What you will do: Scan the entries and state how many lines contain "center". Write no other text.

Stored data entries:
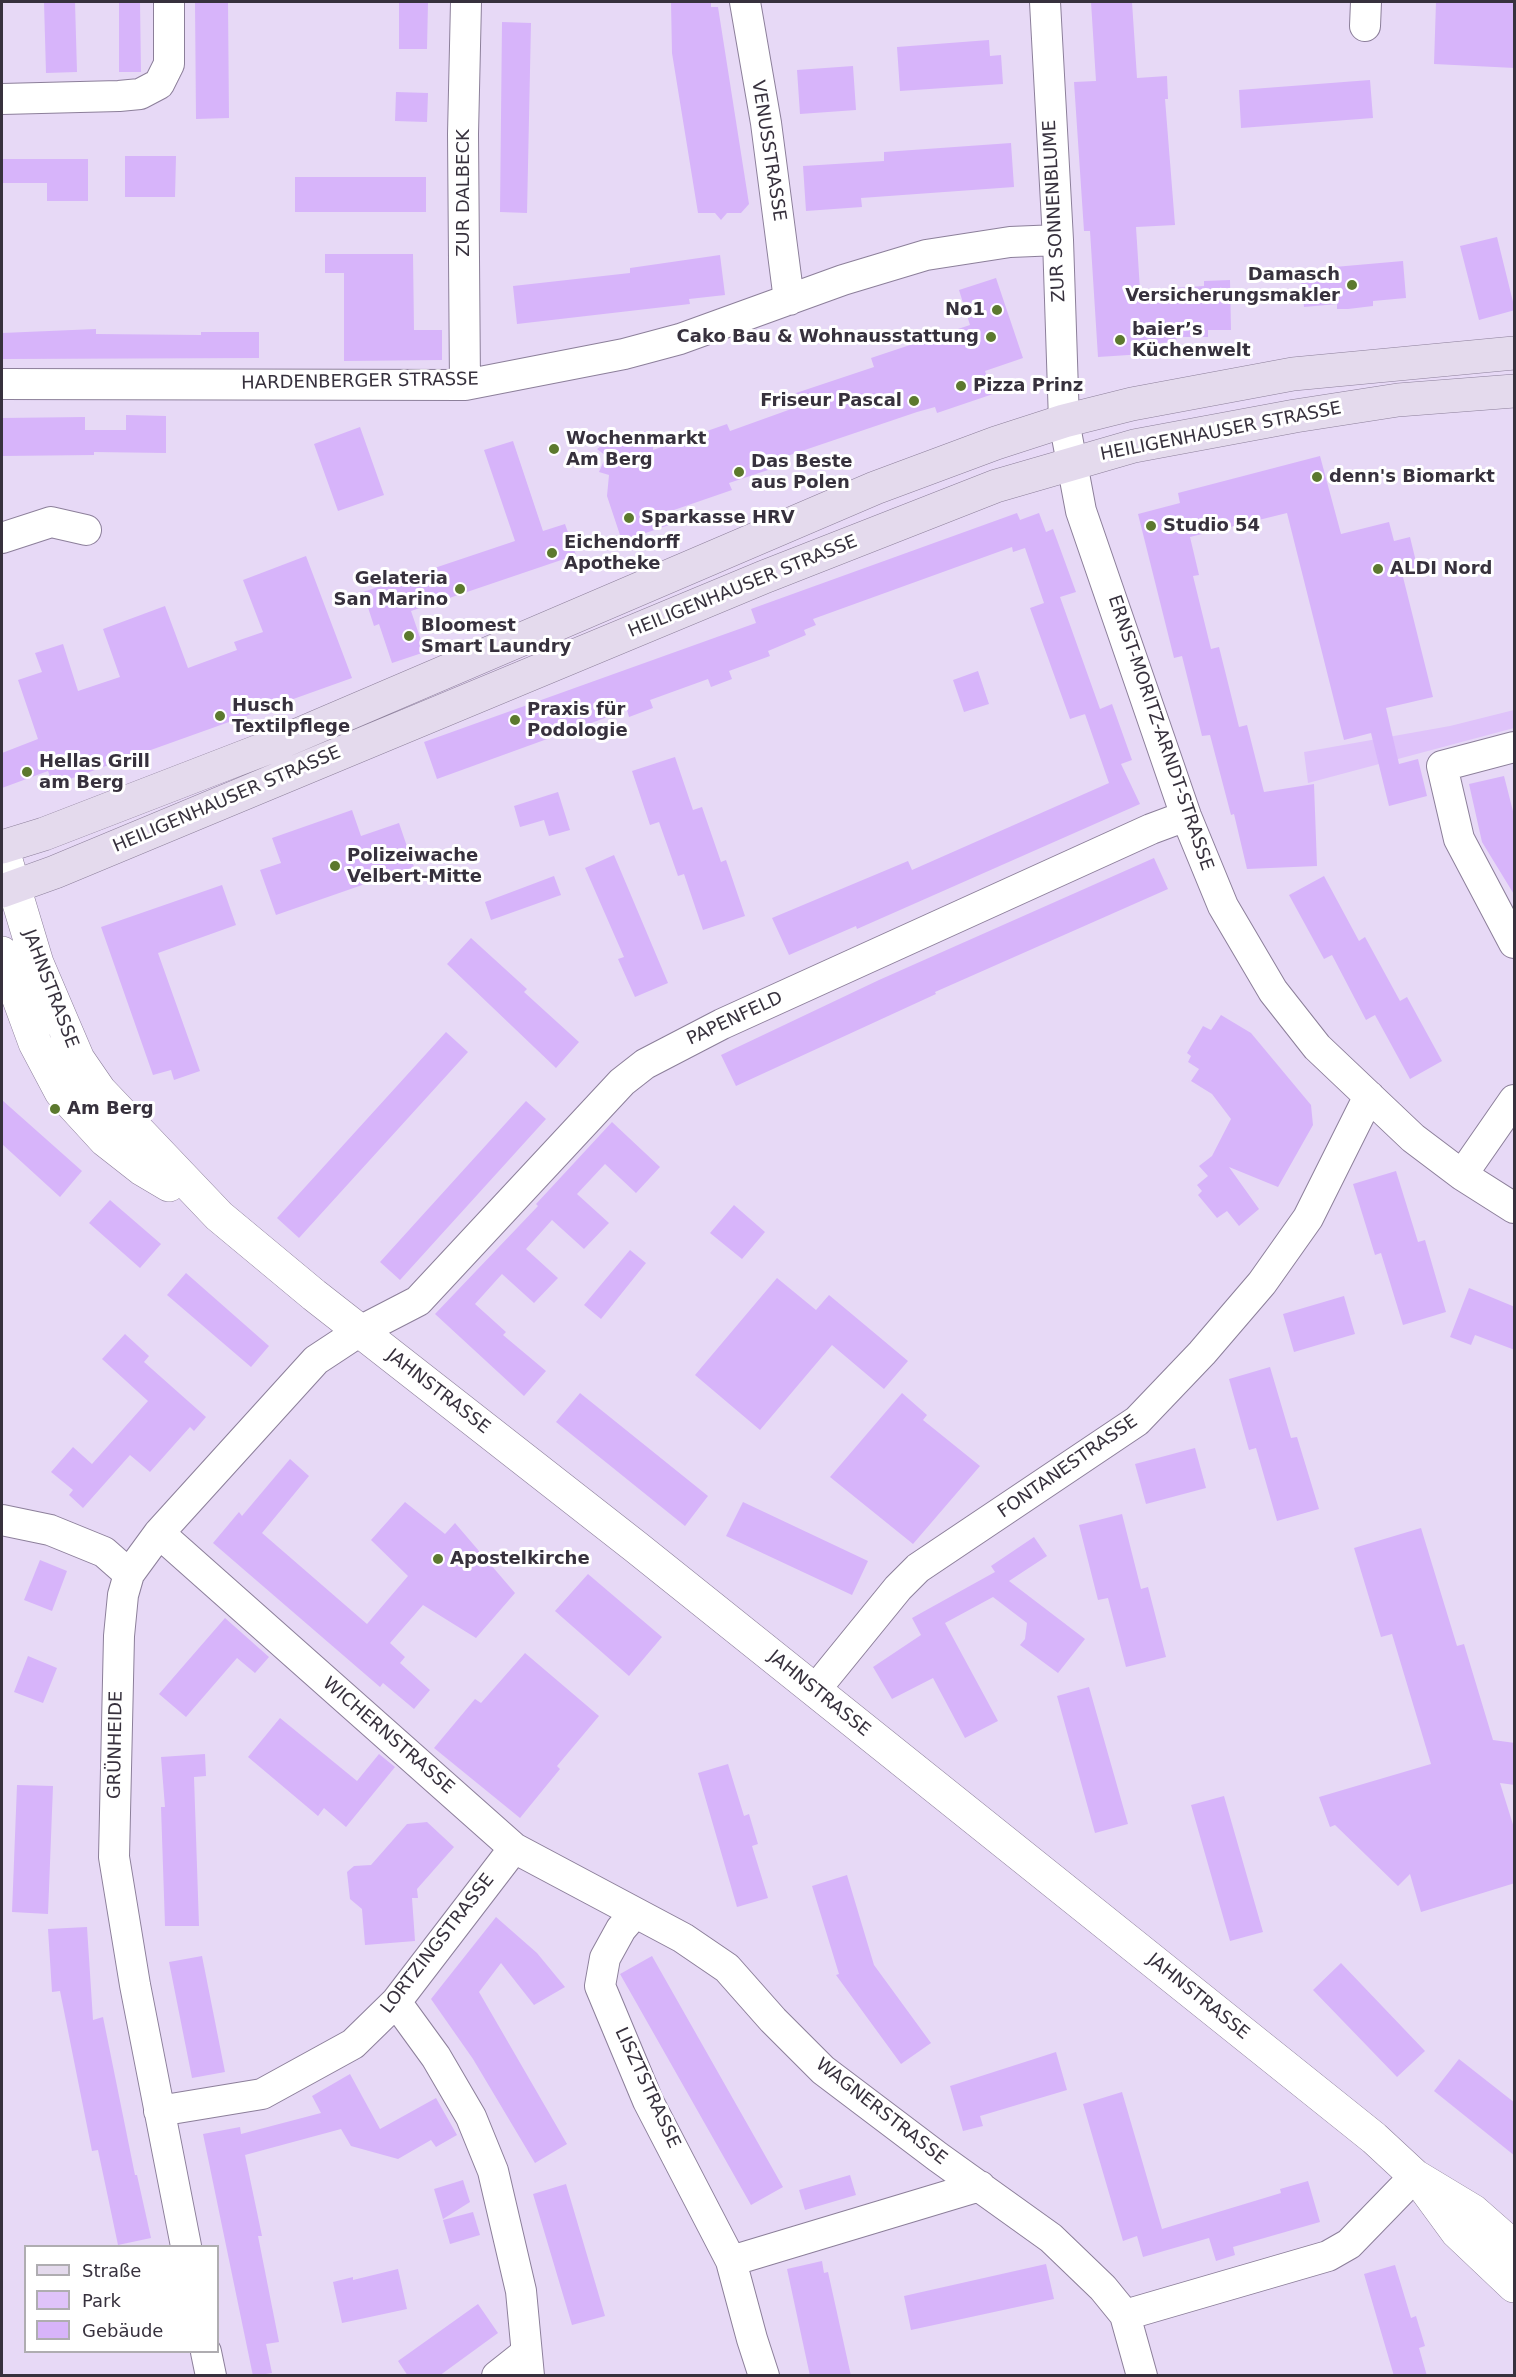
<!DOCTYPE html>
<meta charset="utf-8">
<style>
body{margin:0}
#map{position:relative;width:1516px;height:2377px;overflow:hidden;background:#e7d9f6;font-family:"DejaVu Sans",sans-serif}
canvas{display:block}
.frame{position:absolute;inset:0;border:3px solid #37313d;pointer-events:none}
.legend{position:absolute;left:24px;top:2245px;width:195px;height:108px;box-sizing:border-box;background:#fff;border:2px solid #afadb1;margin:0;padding:8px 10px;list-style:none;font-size:18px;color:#37313d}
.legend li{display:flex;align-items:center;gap:12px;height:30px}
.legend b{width:30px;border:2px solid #afadb1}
</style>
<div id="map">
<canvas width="1516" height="2377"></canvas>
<div class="frame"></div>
<ul class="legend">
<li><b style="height:8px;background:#e4daed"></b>Straße</li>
<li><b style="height:16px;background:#dfc3fa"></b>Park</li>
<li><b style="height:16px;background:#d7b4fa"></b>Gebäude</li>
</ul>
</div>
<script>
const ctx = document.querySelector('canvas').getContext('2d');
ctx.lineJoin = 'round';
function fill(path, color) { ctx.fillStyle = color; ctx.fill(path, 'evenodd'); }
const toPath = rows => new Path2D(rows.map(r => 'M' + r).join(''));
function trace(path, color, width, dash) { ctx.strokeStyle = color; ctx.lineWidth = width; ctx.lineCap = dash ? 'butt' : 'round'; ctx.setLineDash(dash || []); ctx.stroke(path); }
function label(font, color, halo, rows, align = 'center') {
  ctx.font = font + ' "DejaVu Sans",sans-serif'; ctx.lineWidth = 6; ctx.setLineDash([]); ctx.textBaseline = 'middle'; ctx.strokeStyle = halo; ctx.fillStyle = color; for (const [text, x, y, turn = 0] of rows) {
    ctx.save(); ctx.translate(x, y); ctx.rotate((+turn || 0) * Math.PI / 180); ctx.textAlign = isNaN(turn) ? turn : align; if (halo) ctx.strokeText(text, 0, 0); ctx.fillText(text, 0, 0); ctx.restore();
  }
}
fill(toPath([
 [1514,710,1514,728,1308,783,1304,752,1450,726]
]), '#dfc3fa');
fill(toPath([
 [44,2,75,2,77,72,46,73],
 [119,2,140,2,141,72,119,72],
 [195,2,228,2,229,118,196,119],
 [399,2,428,2,427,49,399,49],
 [671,2,711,2,711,7,718,7,749,204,741,213,727,213,721,220,715,213,698,213,672,53],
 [1091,2,1132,2,1137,78,1167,76,1168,99,1165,99,1175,225,1136,227,1140,290,1204,286,1204,281,1230,280,1231,330,1208,330,1208,337,1176,337,1177,342,1143,344,1144,354,1098,357,1090,231,1084,231,1074,82,1096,81],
 [1436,2,1515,2,1515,68,1434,64],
 [502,22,531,23,527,213,500,212],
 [989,40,990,56,1001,55,1003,84,900,91,897,47],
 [853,66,856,110,800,114,797,70],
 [1370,80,1373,118,1241,128,1239,90],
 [396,92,428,93,427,122,395,121],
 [1011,143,1014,187,861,198,862,207,806,211,803,166,884,161,884,152],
 [125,156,176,156,175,197,125,197],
 [2,159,88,159,88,201,47,201,47,183,2,183],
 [295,177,426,177,426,212,295,212],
 [1497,237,1515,310,1479,320,1460,246],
 [325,254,413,254,414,330,442,330,442,360,344,361,344,273,325,273],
 [720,255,725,295,689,299,690,304,517,324,513,286,630,273,630,268],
 [1403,261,1406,298,1373,301,1373,306,1348,309,1337,309,1337,304,1304,307,1300,270],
 [996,278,1023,358,985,371,993,394,937,413,935,407,917,412,787,456,789,463,729,483,732,490,674,510,678,522,622,541,607,496,609,475,599,472,606,456,597,449,611,439,633,431,655,431,653,450,727,424,730,431,794,408,790,395,874,367,871,358,970,325,959,290],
 [96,329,96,334,201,335,201,332,259,332,259,358,2,359,2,333],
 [126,415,166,416,166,453,94,452,94,455,2,456,2,418,85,417,85,430,126,430],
 [360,427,384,495,338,511,314,444],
 [513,441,543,531,565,524,576,555,411,611,425,652,392,663,379,624,374,626,363,592,515,541,484,450],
 [1320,456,1341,534,1389,522,1394,541,1410,537,1419,574,1403,577,1433,697,1386,708,1399,764,1418,759,1427,796,1389,806,1371,733,1344,740,1287,513,1190,537,1199,575,1193,576,1211,649,1219,647,1239,727,1247,725,1264,792,1314,784,1317,866,1247,869,1234,814,1231,815,1210,735,1202,736,1182,656,1174,658,1138,514,1180,503,1178,493],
 [1017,513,1020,520,1039,513,1046,532,1053,529,1076,592,1060,597,1100,709,1112,704,1132,760,1121,764,1140,804,857,929,856,926,789,955,772,918,908,861,912,870,1109,783,1085,714,1091,712,1070,719,1030,608,1044,603,1025,548,1013,552,1012,547,813,619,816,625,804,630,806,635,768,651,770,656,729,671,732,679,711,687,708,679,650,700,653,708,629,717,627,710,437,779,424,742,756,623,751,609],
 [306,556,352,678,53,785,48,771,2,788,2,753,38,739,18,680,42,672,35,653,63,644,78,691,120,677,103,629,165,606,188,668,237,650,234,642,263,632,243,580],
 [978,671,989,704,964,712,953,680],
 [675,757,693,810,702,807,721,862,726,860,745,916,703,930,684,874,678,876,659,822,650,825,632,771],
 [1504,776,1515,819,1515,896,1482,842,1469,784],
 [558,792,570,830,549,836,544,820,520,827,514,806],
 [352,810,361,836,399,823,414,867,276,915,260,870,281,863,272,838],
 [614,855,668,983,635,997,618,959,624,957,585,868],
 [1154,858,1168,889,935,992,936,994,736,1086,721,1055,879,980],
 [554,876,561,895,491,920,485,902],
 [1324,876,1359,941,1365,937,1400,1001,1407,997,1442,1061,1410,1079,1375,1015,1366,1020,1332,955,1324,959,1289,895],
 [222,885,236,925,158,953,200,1071,174,1080,171,1070,153,1075,101,927],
 [471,938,527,989,524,992,579,1042,556,1068,447,964],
 [1221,1015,1251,1033,1311,1105,1313,1125,1278,1187,1229,1167,1259,1209,1239,1226,1227,1211,1217,1218,1198,1195,1202,1191,1197,1185,1208,1176,1199,1166,1212,1156,1231,1119,1212,1094,1191,1081,1199,1069,1188,1062,1191,1056,1187,1053,1203,1026,1211,1030],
 [446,1032,468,1052,299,1238,277,1218],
 [2,1100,82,1171,60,1197,2,1144],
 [526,1101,546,1119,400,1280,380,1262],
 [612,1122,660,1167,636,1193,605,1164,577,1194,609,1223,584,1249,552,1220,526,1249,558,1278,534,1303,502,1274,475,1304,506,1332,503,1335,546,1371,524,1396,435,1314,538,1206,536,1204],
 [1396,1171,1418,1242,1425,1240,1446,1312,1403,1325,1381,1253,1375,1255,1353,1184],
 [110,1200,161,1244,140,1268,89,1223],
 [734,1205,765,1232,742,1259,710,1233],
 [630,1250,646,1263,601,1319,584,1305],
 [186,1273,269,1346,251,1367,167,1295],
 [777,1278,816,1310,829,1295,908,1361,884,1389,832,1345,760,1430,695,1375],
 [1469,1288,1515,1307,1515,1350,1475,1335,1471,1345,1450,1337],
 [1344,1296,1355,1334,1294,1352,1283,1314],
 [125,1334,149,1356,144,1362,206,1417,194,1431,190,1427,150,1472,130,1455,83,1508,69,1495,73,1490,51,1472,73,1447,92,1464,148,1401,102,1359],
 [1270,1367,1291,1438,1297,1437,1319,1509,1277,1521,1256,1448,1249,1450,1229,1379],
 [580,1393,708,1496,685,1526,556,1422],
 [902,1393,927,1415,923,1420,980,1466,913,1544,830,1477],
 [1195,1448,1206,1488,1146,1504,1135,1464],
 [290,1459,309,1476,262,1533,367,1624,408,1576,371,1540,405,1502,445,1534,455,1523,515,1593,476,1638,423,1605,390,1643,405,1657,400,1663,430,1690,414,1709,383,1683,380,1687,213,1543,239,1512,242,1516],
 [743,1502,868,1561,852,1595,726,1536],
 [1122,1514,1141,1589,1148,1587,1166,1657,1126,1667,1108,1598,1098,1600,1079,1525],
 [1421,1528,1457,1646,1464,1644,1493,1740,1515,1743,1515,1785,1500,1783,1515,1831,1515,1883,1421,1912,1410,1874,1398,1886,1335,1825,1330,1827,1319,1797,1431,1764,1392,1634,1381,1637,1354,1548],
 [1034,1537,1047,1556,1009,1581,1085,1639,1058,1673,1020,1645,1025,1639,1027,1623,993,1597,945,1623,998,1721,965,1738,933,1678,892,1699,873,1667,921,1635,912,1618,995,1572,991,1566],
 [40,1560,67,1571,52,1611,24,1600],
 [588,1574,662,1637,629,1676,555,1611],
 [225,1618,269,1657,255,1673,237,1658,186,1717,159,1694],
 [525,1653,599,1716,557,1766,560,1769,520,1818,434,1748,475,1699,481,1703],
 [28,1656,57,1668,43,1703,14,1692],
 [1089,1687,1128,1824,1095,1833,1057,1696],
 [280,1718,357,1781,379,1754,395,1767,346,1827,324,1808,318,1816,248,1757],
 [205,1754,206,1776,194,1777,199,1926,165,1926,161,1807,165,1807,161,1757],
 [728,1764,744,1816,749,1814,758,1844,752,1846,768,1898,737,1907,698,1773],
 [17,1785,53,1786,48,1914,12,1912],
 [1224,1796,1263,1932,1230,1941,1191,1805],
 [427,1822,454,1847,417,1889,418,1898,412,1898,415,1941,365,1945,362,1909,350,1899,347,1872,354,1866,371,1865,407,1824],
 [847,1875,874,1965,931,2043,901,2064,836,1975,839,1974,812,1886],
 [496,1917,537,1953,565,1987,534,2005,501,1963,479,1992,567,2144,535,2163,473,2059,431,1999],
 [87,1927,93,2020,103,2017,135,2175,137,2175,151,2238,118,2245,98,2150,92,2151,60,1991,52,1992,48,1929],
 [202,1956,225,2072,192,2078,169,1962],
 [652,1956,783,2187,751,2205,620,1974],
 [1341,1963,1425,2051,1397,2077,1313,1990],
 [1056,2052,1067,2090,980,2116,983,2126,963,2131,950,2086],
 [1459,2059,1515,2103,1515,2156,1434,2091],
 [350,2074,380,2129,436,2098,457,2135,436,2147,431,2140,398,2159,351,2146,341,2129,245,2155,262,2236,258,2236,279,2342,266,2344,272,2373,253,2376,203,2134,240,2127,241,2134,321,2113,312,2096],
 [1122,2092,1162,2229,1281,2193,1280,2189,1308,2181,1320,2222,1233,2247,1235,2255,1216,2261,1209,2238,1143,2257,1137,2236,1123,2241,1083,2104],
 [850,2175,856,2195,805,2210,799,2190],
 [463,2180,470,2202,443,2219,434,2189],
 [566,2184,605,2316,572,2325,533,2194],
 [473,2212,480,2235,450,2244,443,2220],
 [822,2261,824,2273,828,2272,851,2376,810,2376,787,2269],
 [1046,2264,1054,2299,911,2330,904,2296],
 [1395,2265,1411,2318,1416,2316,1425,2346,1419,2348,1427,2376,1394,2376,1364,2274],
 [398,2269,407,2309,342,2323,333,2282,353,2277,353,2280],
 [478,2304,498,2333,439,2376,408,2376,398,2361]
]), '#d7b4fa');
const minor = toPath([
 [745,2,766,123,789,300],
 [1045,2,1058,240,1064,421,1081,511,1186,816,1223,906,1273,991,1317,1047,1413,1138,1462,1175,1514,1208],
 [1365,26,1366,2],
 [2,99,119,96,140,94,159,84,169,64,169,2],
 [2,384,465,385,624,354,680,339,843,280,926,255,1010,242,1058,240],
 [465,385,463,134,466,2],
 [2,538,51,522,86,530],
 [1514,747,1442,766,1459,839,1514,943],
 [1462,1175,1514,1100],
 [2,1520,50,1530,104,1552,129,1574],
 [159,1533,514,1848,683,1938,727,1968,773,2020,823,2070,938,2157,1051,2238,1103,2288,1125,2315,1142,2376],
 [815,1690,898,1588,918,1568,1137,1421,1202,1353,1262,1283,1308,1218,1369,1096],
 [634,1914,621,1929,605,1958,600,1986,648,2101,731,2261,752,2339,764,2376],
 [396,2002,436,2057,471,2117,493,2171,521,2291,529,2376],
 [159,2111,262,2094,353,2044,396,2002,514,1848],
 [186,2246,135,1985,114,1857,119,1636,123,1595,129,1574,159,1533,316,1360,360,1331,418,1301,622,1082,645,1064,722,1024,1151,829,1186,816],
 [731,2261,980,2186],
 [1125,2315,1328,2256,1349,2244,1415,2176],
 [206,2352,211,2376],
 [497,2376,526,2353]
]);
const tertiary = toPath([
 [2,847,37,963,78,1059,100,1091,219,1216,314,1295,636,1547,1374,2138,1415,2176,1473,2211,1514,2247],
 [2,953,35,1043,61,1092,105,1140,142,1169,169,1185],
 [1427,2191,1457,2232,1514,2286]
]);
const secondary = toPath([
 [2,847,44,834,272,746,875,488,996,443,1064,421,1132,404,1293,374,1514,353],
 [2,891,55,872,764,577,996,486,1134,446,1295,416,1398,400,1514,391]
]);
trace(minor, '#8c7f9a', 32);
trace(tertiary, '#8c7f9a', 34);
trace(secondary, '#8c7f9a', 34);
trace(minor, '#fff', 30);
trace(tertiary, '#fff', 33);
trace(secondary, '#e4daed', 33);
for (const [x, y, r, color] of [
 [1352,285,6,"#5c792e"],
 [997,310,6,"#5c792e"],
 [991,337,6,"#5c792e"],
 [1120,340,6,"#5c792e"],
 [961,386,6,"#5c792e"],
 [914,401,6,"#5c792e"],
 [554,449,6,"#5c792e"],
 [739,472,6,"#5c792e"],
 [1317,477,6,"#5c792e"],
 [629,518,6,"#5c792e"],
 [1151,526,6,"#5c792e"],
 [552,553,6,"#5c792e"],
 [1378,569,6,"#5c792e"],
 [460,589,6,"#5c792e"],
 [409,636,6,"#5c792e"],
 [220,716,6,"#5c792e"],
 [515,720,6,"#5c792e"],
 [27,772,6,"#5c792e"],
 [335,866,6,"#5c792e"],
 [55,1109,6,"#5c792e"],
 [438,1559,6,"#5c792e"]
]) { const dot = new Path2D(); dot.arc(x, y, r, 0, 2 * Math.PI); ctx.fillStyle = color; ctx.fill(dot); trace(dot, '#fff', 2); }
label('18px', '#37313d', '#fff', [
 ["VENUSSTRASSE",768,151,81],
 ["ZUR DALBECK",464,193,-90],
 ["ZUR SONNENBLUME",1055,211,-93],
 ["HARDENBERGER STRASSE",360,382,-1],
 ["HEILIGENHAUSER STRASSE",1221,432,-11],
 ["HEILIGENHAUSER STRASSE",743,587,-22],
 ["ERNST-MORITZ-ARNDT-STRASSE",1160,733,71],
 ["HEILIGENHAUSER STRASSE",227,800,-23],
 ["JAHNSTRASSE",50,989,69],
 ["PAPENFELD",735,1019,-25],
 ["JAHNSTRASSE",438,1392,38],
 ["FONTANESTRASSE",1068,1467,-35],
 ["JAHNSTRASSE",819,1694,39],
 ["WICHERNSTRASSE",388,1736,41],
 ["GRÜNHEIDE",116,1745,-89],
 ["LORTZINGSTRASSE",438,1944,-52],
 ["JAHNSTRASSE",1198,1997,39],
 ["LISZTSTRASSE",647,2088,65],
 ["WAGNERSTRASSE",881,2112,38]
]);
label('bold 18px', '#37313d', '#fff', [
 ["Damasch",1340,275,"right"],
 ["Versicherungsmakler",1340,296,"right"],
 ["No1",985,310,"right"],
 ["baier’s",1132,330],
 ["Küchenwelt",1132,351],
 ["Cako Bau & Wohnausstattung",979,337,"right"],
 ["Pizza Prinz",973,386],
 ["Friseur Pascal",902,401,"right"],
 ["Wochenmarkt",566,439],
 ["Am Berg",566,460],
 ["Das Beste",751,462],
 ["aus Polen",751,483],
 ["denn's Biomarkt",1329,477],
 ["Sparkasse HRV",641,518],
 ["Studio 54",1163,526],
 ["Eichendorff",564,543],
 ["Apotheke",564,564],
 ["ALDI Nord",1390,569],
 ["Gelateria",448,579,"right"],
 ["San Marino",448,600,"right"],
 ["Bloomest",421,626],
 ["Smart Laundry",421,647],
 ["Husch",232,706],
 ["Textilpflege",232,727],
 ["Praxis für",527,710],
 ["Podologie",527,731],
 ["Hellas Grill",39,762],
 ["am Berg",39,783],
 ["Polizeiwache",347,856],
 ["Velbert-Mitte",347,877],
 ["Am Berg",67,1109],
 ["Apostelkirche",450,1559]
], 'left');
</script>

Answer to this exercise: 2